How can documentary filmmaking shape how the world sees Nigeria today?
Documentary filmmaking can complicate the image of Nigeria in the best possible way. Too often, the country is reduced to extremes: crisis on one hand, spectacle on the other. Documentary allows us to go deeper. It allows us to show lives as they are actually lived.
It can help the world see Nigeria not as a headline, but as a place of real people, layered histories, and evolving realities. And just as importantly, it can help Nigerians see ourselves more clearly, too. Documentary is not only outward-facing; it is also a mirror.
What is one misconception people have about documentary filmmaking, and what has been your most difficult production experience so far?
One big misconception is that documentaries are simply about pointing a camera at real life and recording what happens. In truth, documentary filmmaking demands an enormous amount of intention, research, structure, ethics, trust-building, patience, and editorial clarity. It is not passive observation. It is a deeply active form of storytelling.
As for difficult experiences, the hardest productions are usually the ones involving vulnerable people and emotionally charged realities. Those stories ask more of you. They test not only your technical ability, but your judgment, your stamina, and your humanity.

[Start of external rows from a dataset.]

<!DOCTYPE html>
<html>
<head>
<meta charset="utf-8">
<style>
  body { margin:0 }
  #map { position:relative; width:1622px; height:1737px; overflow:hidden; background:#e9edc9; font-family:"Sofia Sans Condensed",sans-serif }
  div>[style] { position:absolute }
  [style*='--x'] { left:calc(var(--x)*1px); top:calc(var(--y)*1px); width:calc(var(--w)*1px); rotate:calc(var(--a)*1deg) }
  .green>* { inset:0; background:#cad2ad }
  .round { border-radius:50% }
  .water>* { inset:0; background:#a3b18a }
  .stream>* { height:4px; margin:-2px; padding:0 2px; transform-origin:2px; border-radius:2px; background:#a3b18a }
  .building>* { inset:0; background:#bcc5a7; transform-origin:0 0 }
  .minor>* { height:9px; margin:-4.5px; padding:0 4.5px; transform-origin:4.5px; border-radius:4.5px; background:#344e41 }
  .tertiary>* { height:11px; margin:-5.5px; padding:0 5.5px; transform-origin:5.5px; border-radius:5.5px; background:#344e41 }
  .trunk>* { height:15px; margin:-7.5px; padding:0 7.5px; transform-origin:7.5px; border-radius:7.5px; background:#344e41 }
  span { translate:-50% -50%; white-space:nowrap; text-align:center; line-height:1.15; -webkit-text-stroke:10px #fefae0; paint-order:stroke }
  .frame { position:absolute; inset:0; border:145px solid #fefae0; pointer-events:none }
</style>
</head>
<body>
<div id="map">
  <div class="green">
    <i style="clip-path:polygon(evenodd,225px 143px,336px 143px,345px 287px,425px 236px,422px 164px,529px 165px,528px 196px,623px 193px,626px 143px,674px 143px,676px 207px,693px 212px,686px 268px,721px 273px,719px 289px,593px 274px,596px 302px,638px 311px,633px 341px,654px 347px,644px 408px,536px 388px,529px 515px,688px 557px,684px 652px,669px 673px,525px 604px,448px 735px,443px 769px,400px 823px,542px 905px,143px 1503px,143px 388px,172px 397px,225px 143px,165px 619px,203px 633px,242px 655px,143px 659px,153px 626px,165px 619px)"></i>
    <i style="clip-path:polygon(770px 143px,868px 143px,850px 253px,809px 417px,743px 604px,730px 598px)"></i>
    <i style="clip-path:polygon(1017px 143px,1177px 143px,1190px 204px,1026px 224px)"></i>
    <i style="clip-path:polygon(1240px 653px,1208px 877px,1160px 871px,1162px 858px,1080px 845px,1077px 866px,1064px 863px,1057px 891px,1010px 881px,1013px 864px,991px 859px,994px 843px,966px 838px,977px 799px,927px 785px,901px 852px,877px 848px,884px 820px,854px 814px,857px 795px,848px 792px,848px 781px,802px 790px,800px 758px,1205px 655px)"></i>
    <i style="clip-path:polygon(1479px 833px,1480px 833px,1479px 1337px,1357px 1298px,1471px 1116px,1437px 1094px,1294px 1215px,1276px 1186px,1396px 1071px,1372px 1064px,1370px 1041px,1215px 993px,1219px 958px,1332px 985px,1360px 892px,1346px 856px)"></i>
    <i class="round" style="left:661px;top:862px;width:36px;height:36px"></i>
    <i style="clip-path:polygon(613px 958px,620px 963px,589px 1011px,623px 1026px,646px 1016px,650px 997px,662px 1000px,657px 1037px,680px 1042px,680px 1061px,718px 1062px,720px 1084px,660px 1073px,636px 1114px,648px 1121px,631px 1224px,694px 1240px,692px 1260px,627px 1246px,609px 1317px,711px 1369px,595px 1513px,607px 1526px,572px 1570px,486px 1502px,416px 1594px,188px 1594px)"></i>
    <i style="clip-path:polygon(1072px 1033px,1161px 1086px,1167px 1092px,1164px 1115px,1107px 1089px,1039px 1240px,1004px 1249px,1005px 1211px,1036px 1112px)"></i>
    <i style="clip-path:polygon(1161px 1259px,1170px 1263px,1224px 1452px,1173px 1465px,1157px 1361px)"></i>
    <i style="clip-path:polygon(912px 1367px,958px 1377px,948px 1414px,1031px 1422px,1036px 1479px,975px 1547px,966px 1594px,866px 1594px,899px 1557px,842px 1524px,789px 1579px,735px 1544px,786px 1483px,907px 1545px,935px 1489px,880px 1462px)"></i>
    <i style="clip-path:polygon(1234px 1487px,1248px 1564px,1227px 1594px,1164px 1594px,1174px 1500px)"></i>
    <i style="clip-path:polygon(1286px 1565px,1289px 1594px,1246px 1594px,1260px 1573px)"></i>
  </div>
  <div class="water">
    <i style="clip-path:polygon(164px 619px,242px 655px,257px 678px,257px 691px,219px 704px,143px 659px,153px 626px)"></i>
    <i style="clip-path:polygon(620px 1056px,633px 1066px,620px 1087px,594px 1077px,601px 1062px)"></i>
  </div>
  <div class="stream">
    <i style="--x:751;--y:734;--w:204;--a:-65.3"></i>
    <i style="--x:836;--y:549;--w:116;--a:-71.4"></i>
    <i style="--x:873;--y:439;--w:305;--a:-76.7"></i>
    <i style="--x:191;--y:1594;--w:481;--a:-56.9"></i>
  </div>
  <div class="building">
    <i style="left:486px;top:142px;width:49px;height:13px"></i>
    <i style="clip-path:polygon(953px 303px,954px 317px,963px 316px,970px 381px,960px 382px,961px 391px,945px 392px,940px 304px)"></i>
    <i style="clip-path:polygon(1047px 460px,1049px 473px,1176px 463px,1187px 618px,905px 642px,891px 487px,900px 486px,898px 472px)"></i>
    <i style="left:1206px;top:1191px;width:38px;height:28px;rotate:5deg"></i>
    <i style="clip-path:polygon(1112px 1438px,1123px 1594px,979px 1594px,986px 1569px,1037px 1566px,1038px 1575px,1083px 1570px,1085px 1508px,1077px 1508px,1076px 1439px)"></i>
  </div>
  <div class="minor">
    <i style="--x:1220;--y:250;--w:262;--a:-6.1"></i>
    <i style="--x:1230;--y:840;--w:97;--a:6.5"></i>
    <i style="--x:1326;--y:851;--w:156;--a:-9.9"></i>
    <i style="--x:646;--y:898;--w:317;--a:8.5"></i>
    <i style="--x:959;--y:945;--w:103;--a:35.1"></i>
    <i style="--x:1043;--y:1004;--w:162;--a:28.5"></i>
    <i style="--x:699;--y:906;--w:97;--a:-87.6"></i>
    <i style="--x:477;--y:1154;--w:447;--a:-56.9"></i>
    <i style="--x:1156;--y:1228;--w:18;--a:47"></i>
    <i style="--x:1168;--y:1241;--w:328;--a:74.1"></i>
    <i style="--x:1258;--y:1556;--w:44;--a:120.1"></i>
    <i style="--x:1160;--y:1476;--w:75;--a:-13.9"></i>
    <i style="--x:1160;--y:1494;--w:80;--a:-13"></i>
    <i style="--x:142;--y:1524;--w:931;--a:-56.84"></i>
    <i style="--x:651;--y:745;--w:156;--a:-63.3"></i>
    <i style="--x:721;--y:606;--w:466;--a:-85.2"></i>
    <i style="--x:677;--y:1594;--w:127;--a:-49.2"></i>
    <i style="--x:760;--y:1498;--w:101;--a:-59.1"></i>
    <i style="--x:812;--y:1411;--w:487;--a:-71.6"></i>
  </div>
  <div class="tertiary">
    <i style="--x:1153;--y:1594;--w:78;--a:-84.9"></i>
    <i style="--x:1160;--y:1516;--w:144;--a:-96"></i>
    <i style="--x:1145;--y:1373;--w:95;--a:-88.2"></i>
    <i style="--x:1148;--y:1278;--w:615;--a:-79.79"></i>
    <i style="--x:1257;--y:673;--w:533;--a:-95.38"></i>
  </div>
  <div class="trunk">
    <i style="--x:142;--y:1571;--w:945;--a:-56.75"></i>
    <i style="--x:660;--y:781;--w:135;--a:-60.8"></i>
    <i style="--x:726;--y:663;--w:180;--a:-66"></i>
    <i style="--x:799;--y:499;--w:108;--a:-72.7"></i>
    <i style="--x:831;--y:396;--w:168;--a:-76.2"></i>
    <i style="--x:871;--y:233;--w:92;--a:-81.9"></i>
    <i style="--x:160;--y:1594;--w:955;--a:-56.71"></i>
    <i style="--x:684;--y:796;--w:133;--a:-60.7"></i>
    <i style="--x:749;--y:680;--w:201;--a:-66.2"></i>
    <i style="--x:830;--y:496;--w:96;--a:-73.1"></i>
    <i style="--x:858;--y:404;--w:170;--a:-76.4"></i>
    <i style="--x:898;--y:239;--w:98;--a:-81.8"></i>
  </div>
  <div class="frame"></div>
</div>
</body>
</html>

How do you earn the trust of your subjects, especially when dealing with sensitive stories?
Trust is earned slowly. There is no shortcut. It begins with respect; being present, listening carefully, being transparent about your intentions, and allowing people to feel your humanity before they feel your camera.
It’s energy…and I think people can sense when they are being treated as subjects and when they are being treated as people. That distinction matters. You cannot force trust. You create the conditions for it, and then you honour it consistently.
What gaps do you see in Nigeria’s film and documentary space right now?
The biggest gaps are still around support, funding, and distribution. There are so many important stories in Nigeria that are not being told the right way, or by the right people, partly because documentary still does not receive the kind of institutional backing it needs.
We also need to keep expanding access and culture around nonfiction storytelling, including how documentaries are distributed and received in cinemas. I genuinely believe the audience is there and growing, but the ecosystem still needs stronger structures to support development, production, exhibition, and long-term sustainability.
What kind of legacy do you want your work to leave behind?
If there is one thing, I would want it to be impact. I want the work to matter in the lives of the people it touches, both the people who watch and the people whose stories are being told.
I want my films to leave behind a record of truth, dignity, and humanity. I want them to show that our stories matter, that they can travel, and that they can create change. And I hope the work also helps open doors for more documentary filmmakers from Nigeria and across Africa to tell bold, deeply human stories on their own terms.